Il medico odontoiatra è tenuto ad perseguire il controllo di ansia e dolore del paziente durante tutte le procedure. La complessità dell'approccio sedazionista richiede che l'odontoiatra dedichi tempo ad apprendere queste tecniche in corsi specialistici che diano strumenti culturali e tecnico-scientifici nonché descrivano i limiti come in ogni ambito della medicina. A tal proposito il nostro Corso dedicherà un incontro anche agli aspetti normativi e medico legali di questa branca dell'odontoiatria sempre più richiesta. 

Può essere utilizzata su tutti i pazienti? Quali i rischi?

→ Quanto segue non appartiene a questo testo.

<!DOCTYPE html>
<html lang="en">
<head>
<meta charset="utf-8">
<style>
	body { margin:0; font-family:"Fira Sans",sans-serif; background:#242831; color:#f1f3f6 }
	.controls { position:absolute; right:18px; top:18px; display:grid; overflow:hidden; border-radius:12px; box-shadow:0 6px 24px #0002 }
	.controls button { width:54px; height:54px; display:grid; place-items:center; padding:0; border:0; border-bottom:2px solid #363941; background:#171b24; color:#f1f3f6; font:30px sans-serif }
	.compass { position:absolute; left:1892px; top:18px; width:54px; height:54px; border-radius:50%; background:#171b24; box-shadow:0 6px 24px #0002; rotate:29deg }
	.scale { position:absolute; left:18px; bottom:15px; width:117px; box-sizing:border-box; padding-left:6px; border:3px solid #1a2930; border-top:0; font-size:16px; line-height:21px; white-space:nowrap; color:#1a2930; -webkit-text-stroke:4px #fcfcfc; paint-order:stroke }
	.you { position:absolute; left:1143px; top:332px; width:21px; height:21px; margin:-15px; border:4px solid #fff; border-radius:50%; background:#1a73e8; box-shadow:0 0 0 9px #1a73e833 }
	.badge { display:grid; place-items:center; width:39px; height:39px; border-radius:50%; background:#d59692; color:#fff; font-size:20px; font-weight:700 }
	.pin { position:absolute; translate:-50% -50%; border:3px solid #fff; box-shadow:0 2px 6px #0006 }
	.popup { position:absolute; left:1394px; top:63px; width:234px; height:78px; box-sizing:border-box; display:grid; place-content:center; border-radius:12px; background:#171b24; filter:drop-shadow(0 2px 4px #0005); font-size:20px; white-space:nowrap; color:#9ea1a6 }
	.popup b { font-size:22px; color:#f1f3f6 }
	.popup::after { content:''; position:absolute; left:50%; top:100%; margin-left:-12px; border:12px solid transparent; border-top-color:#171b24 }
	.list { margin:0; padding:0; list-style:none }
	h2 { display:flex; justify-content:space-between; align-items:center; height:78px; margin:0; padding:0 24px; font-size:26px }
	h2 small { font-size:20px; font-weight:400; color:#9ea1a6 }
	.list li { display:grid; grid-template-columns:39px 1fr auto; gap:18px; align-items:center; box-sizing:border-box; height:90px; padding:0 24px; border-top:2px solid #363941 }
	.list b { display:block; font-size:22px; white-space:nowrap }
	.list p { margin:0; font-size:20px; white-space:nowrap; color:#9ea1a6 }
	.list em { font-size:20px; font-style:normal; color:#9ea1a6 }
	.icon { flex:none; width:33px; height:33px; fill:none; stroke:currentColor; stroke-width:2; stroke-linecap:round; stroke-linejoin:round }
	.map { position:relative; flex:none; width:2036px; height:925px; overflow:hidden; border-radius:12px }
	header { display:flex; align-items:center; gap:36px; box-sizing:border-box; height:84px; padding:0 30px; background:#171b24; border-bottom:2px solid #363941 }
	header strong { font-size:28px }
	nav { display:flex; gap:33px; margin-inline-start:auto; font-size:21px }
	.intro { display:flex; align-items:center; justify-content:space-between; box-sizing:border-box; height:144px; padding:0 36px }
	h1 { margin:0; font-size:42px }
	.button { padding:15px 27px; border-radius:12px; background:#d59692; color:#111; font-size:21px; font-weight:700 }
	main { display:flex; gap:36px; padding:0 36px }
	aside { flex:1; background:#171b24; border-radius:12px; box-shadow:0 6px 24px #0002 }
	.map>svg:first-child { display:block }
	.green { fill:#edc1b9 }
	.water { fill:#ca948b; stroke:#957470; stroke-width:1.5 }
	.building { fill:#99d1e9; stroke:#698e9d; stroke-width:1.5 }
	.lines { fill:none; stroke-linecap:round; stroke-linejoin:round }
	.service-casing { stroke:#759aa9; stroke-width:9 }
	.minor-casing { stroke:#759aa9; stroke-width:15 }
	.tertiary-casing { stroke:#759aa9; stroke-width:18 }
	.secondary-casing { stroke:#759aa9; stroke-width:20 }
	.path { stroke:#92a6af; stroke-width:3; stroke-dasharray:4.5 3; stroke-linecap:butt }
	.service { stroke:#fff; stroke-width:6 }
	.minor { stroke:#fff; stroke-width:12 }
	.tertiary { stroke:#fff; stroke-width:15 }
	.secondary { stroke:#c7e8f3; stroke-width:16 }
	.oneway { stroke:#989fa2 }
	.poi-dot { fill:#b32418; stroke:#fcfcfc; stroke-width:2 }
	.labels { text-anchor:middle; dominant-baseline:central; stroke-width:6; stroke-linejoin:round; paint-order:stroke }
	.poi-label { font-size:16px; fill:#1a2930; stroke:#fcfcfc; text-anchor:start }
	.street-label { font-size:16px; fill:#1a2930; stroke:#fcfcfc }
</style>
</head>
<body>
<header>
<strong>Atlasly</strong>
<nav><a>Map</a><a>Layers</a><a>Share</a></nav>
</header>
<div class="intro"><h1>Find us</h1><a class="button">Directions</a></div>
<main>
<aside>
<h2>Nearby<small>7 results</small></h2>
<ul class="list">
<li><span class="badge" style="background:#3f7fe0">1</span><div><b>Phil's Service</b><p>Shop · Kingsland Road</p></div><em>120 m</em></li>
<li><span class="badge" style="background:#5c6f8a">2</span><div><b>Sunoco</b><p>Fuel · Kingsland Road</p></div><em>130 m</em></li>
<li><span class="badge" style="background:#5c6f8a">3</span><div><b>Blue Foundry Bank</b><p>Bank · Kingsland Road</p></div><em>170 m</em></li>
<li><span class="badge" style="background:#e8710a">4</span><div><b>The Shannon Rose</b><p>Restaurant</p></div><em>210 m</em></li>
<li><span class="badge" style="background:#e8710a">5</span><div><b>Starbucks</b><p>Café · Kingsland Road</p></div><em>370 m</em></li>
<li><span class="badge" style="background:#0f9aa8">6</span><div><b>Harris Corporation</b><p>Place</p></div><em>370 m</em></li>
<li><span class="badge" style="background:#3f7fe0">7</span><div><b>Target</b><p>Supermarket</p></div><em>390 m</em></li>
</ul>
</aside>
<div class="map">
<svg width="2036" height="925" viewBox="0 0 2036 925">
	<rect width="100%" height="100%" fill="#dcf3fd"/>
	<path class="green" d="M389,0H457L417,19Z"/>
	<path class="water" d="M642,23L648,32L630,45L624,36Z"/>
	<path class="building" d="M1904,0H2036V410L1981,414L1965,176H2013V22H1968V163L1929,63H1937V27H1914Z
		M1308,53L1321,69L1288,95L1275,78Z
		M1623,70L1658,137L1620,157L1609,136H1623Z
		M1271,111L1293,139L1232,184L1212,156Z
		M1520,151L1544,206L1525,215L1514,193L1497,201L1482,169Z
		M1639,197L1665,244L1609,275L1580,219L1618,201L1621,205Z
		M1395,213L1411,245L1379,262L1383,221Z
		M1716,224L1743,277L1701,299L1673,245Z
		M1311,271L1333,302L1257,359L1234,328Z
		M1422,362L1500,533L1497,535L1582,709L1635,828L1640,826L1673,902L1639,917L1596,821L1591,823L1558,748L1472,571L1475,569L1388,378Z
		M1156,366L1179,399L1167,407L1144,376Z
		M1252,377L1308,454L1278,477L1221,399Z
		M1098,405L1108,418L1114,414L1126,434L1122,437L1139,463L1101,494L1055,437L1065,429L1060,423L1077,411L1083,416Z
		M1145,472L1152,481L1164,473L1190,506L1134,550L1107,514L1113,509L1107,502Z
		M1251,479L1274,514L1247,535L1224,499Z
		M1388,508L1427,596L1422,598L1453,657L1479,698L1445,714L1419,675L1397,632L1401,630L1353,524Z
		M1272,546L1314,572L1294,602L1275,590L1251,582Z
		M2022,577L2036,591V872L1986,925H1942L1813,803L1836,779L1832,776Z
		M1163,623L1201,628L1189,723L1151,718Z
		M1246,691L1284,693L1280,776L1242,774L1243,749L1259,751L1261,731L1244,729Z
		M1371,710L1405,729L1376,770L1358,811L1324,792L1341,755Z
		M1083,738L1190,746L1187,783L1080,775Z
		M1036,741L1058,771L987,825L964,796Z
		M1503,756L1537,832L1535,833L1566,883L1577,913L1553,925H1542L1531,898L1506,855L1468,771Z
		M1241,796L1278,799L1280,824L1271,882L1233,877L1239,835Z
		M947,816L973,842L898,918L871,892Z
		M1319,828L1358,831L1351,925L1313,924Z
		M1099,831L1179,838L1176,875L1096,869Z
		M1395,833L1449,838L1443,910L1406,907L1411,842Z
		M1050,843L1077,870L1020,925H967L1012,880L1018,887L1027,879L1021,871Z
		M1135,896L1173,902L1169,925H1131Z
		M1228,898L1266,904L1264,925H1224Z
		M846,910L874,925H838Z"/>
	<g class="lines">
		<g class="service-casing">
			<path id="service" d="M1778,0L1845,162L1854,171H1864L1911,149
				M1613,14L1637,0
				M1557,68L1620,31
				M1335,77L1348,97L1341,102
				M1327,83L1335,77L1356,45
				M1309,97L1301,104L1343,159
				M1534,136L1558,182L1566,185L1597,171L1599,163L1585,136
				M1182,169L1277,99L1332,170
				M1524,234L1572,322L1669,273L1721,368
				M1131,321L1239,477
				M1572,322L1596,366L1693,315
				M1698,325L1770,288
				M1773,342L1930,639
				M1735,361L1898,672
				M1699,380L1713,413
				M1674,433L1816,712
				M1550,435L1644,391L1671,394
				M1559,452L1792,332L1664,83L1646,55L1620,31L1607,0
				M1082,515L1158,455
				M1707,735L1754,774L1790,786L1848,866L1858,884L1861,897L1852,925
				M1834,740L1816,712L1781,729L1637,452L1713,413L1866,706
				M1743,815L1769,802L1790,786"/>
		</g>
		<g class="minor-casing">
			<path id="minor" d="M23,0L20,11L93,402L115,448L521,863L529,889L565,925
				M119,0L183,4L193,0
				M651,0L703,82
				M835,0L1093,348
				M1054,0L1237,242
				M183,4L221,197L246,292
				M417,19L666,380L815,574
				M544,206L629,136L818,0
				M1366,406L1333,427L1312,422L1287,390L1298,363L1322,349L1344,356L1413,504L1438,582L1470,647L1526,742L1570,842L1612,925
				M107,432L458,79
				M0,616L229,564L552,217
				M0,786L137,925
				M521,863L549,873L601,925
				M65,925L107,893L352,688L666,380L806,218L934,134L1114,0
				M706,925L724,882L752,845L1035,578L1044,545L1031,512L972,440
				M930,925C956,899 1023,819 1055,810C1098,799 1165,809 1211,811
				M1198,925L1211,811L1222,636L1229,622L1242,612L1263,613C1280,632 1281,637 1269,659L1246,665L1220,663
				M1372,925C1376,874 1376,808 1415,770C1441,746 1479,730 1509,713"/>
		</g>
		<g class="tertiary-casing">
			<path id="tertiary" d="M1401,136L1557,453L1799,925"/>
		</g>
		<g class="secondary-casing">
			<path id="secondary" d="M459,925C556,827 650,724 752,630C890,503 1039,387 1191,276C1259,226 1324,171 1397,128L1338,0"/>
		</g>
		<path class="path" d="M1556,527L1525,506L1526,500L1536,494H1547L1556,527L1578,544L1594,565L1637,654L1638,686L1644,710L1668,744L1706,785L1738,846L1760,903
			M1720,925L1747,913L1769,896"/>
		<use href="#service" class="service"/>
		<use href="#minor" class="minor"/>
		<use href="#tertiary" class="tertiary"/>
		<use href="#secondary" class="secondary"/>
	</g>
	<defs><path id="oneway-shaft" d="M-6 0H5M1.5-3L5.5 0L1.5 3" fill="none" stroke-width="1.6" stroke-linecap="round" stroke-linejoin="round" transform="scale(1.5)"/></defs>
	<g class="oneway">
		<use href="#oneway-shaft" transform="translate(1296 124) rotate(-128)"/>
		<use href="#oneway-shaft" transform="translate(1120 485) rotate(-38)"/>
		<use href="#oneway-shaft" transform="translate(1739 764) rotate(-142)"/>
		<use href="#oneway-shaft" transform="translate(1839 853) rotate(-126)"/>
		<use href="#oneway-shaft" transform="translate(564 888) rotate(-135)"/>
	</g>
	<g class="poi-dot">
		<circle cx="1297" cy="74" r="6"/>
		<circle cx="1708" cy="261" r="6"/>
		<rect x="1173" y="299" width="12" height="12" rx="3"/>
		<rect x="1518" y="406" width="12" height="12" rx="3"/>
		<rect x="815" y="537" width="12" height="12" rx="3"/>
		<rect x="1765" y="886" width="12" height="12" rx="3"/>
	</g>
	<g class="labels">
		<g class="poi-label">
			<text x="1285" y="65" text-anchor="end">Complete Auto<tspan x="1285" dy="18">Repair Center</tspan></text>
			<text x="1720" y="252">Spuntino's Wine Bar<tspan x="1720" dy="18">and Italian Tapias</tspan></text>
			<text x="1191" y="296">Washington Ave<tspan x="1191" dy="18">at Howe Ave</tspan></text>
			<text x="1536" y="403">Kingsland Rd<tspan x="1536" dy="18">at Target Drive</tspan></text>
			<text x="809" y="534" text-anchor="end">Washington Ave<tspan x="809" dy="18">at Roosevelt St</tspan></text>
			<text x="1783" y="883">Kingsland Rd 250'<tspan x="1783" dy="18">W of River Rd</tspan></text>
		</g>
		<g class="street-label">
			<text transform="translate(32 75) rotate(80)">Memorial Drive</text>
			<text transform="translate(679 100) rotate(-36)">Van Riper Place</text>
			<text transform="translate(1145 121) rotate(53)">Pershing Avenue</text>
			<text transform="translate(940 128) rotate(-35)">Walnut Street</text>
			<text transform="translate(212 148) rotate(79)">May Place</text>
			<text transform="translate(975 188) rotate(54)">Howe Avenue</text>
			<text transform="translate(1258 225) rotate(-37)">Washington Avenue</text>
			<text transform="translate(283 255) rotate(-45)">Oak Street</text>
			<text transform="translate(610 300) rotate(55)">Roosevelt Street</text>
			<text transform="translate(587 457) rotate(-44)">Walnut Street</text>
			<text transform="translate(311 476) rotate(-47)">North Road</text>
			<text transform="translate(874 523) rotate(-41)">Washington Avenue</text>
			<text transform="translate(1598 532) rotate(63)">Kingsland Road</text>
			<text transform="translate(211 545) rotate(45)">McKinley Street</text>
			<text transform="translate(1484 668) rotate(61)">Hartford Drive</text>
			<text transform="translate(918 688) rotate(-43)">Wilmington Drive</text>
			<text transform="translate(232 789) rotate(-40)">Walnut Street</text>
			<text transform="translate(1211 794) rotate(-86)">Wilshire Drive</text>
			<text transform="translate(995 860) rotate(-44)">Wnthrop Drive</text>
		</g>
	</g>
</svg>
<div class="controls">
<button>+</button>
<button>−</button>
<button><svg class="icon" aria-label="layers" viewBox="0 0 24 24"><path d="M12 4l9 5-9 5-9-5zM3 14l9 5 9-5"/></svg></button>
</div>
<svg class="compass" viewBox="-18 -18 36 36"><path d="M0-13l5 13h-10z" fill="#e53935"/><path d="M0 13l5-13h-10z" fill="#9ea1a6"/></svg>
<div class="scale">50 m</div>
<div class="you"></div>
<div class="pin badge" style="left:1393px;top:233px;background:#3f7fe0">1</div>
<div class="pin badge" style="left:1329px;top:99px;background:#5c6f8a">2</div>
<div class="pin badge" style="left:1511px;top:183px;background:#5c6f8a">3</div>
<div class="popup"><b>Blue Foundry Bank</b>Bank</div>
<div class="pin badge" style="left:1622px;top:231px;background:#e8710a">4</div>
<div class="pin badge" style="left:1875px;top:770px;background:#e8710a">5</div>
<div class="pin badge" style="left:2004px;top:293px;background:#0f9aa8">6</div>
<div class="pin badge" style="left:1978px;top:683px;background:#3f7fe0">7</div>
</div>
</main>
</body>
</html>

Il target di queste procedure sono tutti quei pazienti che provano disagi nel sottoporsi a cure odontoiatriche pur godendo di buona salute o con problematiche di salute generale adeguatamente compensate in cui la seduta odontoiatrica rapprensenta un evento capace di generare forti stess psico- fisici. Queste procedure diminuiscono i rischi del paziente e ne aumentano la sicurezza: è noto come siano il mancato controllo di ansia, stress e dolore cause scatenanti della maggioranza degli eventi avversi verificabili nello studio odontoiatrico. L'ansiolisi può essere raggiunta tramite l’impiego di tecniche non farmacologiche (comportamentali o di iatrosedazione) o farmacologiche (protossido d’azoto o benzodiazepine) specifiche per l’odontoiatria che garantiscono sempre il mantenimento della coscienza e, perciò, dei riflessi di protezione delle vie aeree, del respiro spontaneo e della stabilità emodinamica del paziente in termini di frequenza cardiaca e pressione arteriosa. 

Tra i temi approfonditi durante il vostro master, anche quello delle emergenze in odontoiatria, quali in particolare?

Come in molti ambiti della medicina anche quello dell'emergenza riflette la massima possibilità di successo quando il medico è in grado di prevenire l'insorgere della patologia; oltre alle più note tecniche di gestione dell'arresto e di RCP per lo studio odontoiatrico, ampio spazio sarà dedicato alla conoscenza del monitoraggio clinico e strumentale del paziente odontoiatrico indispensabile per di una completa valutazione del rischio clinico al fine di rendere il medico odontoiatra sempre più capace di intercettare le condizioni di rischio e prevenire l'emergenza.